### Task brief
Would you print every entry exactly as it appears?

### Listed entries

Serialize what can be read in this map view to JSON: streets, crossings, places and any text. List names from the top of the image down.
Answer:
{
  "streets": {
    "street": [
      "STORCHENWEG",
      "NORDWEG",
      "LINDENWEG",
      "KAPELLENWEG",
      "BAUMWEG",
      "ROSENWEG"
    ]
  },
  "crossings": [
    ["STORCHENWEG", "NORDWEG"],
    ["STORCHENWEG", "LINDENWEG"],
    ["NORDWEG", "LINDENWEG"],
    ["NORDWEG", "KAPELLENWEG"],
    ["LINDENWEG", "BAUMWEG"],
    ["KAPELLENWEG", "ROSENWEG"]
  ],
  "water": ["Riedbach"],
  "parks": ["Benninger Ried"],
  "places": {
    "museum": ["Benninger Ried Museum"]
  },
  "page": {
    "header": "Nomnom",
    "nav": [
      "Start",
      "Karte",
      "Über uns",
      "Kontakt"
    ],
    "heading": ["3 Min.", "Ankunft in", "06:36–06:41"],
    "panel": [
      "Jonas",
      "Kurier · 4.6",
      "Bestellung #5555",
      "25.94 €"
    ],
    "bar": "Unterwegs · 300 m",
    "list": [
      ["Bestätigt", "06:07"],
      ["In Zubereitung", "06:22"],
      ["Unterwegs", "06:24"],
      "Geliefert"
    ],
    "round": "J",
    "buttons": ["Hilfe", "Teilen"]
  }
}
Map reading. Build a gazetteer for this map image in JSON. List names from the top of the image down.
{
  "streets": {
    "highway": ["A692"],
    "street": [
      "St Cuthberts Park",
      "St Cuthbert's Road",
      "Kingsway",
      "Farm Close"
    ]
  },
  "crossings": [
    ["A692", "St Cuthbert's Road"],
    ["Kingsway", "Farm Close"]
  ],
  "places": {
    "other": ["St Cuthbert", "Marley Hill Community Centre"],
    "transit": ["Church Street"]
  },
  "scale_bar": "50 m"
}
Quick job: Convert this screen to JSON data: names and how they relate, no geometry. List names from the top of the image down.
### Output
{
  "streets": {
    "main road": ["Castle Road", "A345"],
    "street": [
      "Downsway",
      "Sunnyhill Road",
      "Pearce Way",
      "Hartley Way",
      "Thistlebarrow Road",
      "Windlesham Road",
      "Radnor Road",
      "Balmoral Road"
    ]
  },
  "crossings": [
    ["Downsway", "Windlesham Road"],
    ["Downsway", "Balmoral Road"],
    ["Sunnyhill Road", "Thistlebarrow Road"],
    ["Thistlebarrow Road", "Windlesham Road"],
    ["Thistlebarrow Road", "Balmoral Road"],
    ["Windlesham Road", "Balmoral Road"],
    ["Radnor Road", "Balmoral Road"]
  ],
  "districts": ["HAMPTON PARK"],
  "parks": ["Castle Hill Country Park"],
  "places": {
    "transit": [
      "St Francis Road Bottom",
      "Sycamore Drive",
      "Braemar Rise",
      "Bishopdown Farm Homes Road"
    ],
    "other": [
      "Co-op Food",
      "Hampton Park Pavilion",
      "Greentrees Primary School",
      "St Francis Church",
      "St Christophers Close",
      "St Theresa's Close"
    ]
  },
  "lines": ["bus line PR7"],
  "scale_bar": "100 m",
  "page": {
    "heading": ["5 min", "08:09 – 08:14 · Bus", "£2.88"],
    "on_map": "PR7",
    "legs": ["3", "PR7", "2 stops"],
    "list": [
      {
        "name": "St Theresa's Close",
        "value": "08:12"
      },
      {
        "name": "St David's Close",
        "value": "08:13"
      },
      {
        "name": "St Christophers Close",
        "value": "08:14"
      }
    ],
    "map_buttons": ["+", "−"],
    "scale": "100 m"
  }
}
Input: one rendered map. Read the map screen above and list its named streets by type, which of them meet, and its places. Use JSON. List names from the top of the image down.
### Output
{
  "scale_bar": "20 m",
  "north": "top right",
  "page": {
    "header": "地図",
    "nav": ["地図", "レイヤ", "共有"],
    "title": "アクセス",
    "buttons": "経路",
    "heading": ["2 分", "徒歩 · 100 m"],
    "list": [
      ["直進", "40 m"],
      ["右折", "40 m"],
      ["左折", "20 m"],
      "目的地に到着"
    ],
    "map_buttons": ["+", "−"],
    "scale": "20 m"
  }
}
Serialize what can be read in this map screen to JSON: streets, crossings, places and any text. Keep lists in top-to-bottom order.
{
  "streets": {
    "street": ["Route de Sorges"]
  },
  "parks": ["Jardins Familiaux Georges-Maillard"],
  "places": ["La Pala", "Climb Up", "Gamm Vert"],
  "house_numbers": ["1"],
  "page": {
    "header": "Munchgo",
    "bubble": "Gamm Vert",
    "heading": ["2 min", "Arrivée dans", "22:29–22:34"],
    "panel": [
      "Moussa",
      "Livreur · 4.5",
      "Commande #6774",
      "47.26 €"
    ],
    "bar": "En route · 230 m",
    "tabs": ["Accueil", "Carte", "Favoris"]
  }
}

### Task response
Serialize what can be read in this map view to JSON: streets, crossings, places and any text. List names from the top of the image down.
Answer:
{
  "streets": {
    "street": [
      "STORCHENWEG",
      "NORDWEG",
      "LINDENWEG",
      "KAPELLENWEG",
      "BAUMWEG",
      "ROSENWEG"
    ]
  },
  "crossings": [
    ["STORCHENWEG", "NORDWEG"],
    ["STORCHENWEG", "LINDENWEG"],
    ["NORDWEG", "LINDENWEG"],
    ["NORDWEG", "KAPELLENWEG"],
    ["LINDENWEG", "BAUMWEG"],
    ["KAPELLENWEG", "ROSENWEG"]
  ],
  "water": ["Riedbach"],
  "parks": ["Benninger Ried"],
  "places": {
    "museum": ["Benninger Ried Museum"]
  },
  "page": {
    "header": "Nomnom",
    "nav": [
      "Start",
      "Karte",
      "Über uns",
      "Kontakt"
    ],
    "heading": ["3 Min.", "Ankunft in", "06:36–06:41"],
    "panel": [
      "Jonas",
      "Kurier · 4.6",
      "Bestellung #5555",
      "25.94 €"
    ],
    "bar": "Unterwegs · 300 m",
    "list": [
      ["Bestätigt", "06:07"],
      ["In Zubereitung", "06:22"],
      ["Unterwegs", "06:24"],
      "Geliefert"
    ],
    "round": "J",
    "buttons": ["Hilfe", "Teilen"]
  }
}
Map reading. Build a gazetteer for this map image in JSON. List names from the top of the image down.
{
  "streets": {
    "highway": ["A692"],
    "street": [
      "St Cuthberts Park",
      "St Cuthbert's Road",
      "Kingsway",
      "Farm Close"
    ]
  },
  "crossings": [
    ["A692", "St Cuthbert's Road"],
    ["Kingsway", "Farm Close"]
  ],
  "places": {
    "other": ["St Cuthbert", "Marley Hill Community Centre"],
    "transit": ["Church Street"]
  },
  "scale_bar": "50 m"
}
Quick job: Convert this screen to JSON data: names and how they relate, no geometry. List names from the top of the image down.
### Output
{
  "streets": {
    "main road": ["Castle Road", "A345"],
    "street": [
      "Downsway",
      "Sunnyhill Road",
      "Pearce Way",
      "Hartley Way",
      "Thistlebarrow Road",
      "Windlesham Road",
      "Radnor Road",
      "Balmoral Road"
    ]
  },
  "crossings": [
    ["Downsway", "Windlesham Road"],
    ["Downsway", "Balmoral Road"],
    ["Sunnyhill Road", "Thistlebarrow Road"],
    ["Thistlebarrow Road", "Windlesham Road"],
    ["Thistlebarrow Road", "Balmoral Road"],
    ["Windlesham Road", "Balmoral Road"],
    ["Radnor Road", "Balmoral Road"]
  ],
  "districts": ["HAMPTON PARK"],
  "parks": ["Castle Hill Country Park"],
  "places": {
    "transit": [
      "St Francis Road Bottom",
      "Sycamore Drive",
      "Braemar Rise",
      "Bishopdown Farm Homes Road"
    ],
    "other": [
      "Co-op Food",
      "Hampton Park Pavilion",
      "Greentrees Primary School",
      "St Francis Church",
      "St Christophers Close",
      "St Theresa's Close"
    ]
  },
  "lines": ["bus line PR7"],
  "scale_bar": "100 m",
  "page": {
    "heading": ["5 min", "08:09 – 08:14 · Bus", "£2.88"],
    "on_map": "PR7",
    "legs": ["3", "PR7", "2 stops"],
    "list": [
      {
        "name": "St Theresa's Close",
        "value": "08:12"
      },
      {
        "name": "St David's Close",
        "value": "08:13"
      },
      {
        "name": "St Christophers Close",
        "value": "08:14"
      }
    ],
    "map_buttons": ["+", "−"],
    "scale": "100 m"
  }
}
Input: one rendered map. Read the map screen above and list its named streets by type, which of them meet, and its places. Use JSON. List names from the top of the image down.
### Output
{
  "scale_bar": "20 m",
  "north": "top right",
  "page": {
    "header": "地図",
    "nav": ["地図", "レイヤ", "共有"],
    "title": "アクセス",
    "buttons": "経路",
    "heading": ["2 分", "徒歩 · 100 m"],
    "list": [
      ["直進", "40 m"],
      ["右折", "40 m"],
      ["左折", "20 m"],
      "目的地に到着"
    ],
    "map_buttons": ["+", "−"],
    "scale": "20 m"
  }
}
Serialize what can be read in this map screen to JSON: streets, crossings, places and any text. Keep lists in top-to-bottom order.
{
  "streets": {
    "street": ["Route de Sorges"]
  },
  "parks": ["Jardins Familiaux Georges-Maillard"],
  "places": ["La Pala", "Climb Up", "Gamm Vert"],
  "house_numbers": ["1"],
  "page": {
    "header": "Munchgo",
    "bubble": "Gamm Vert",
    "heading": ["2 min", "Arrivée dans", "22:29–22:34"],
    "panel": [
      "Moussa",
      "Livreur · 4.5",
      "Commande #6774",
      "47.26 €"
    ],
    "bar": "En route · 230 m",
    "tabs": ["Accueil", "Carte", "Favoris"]
  }
}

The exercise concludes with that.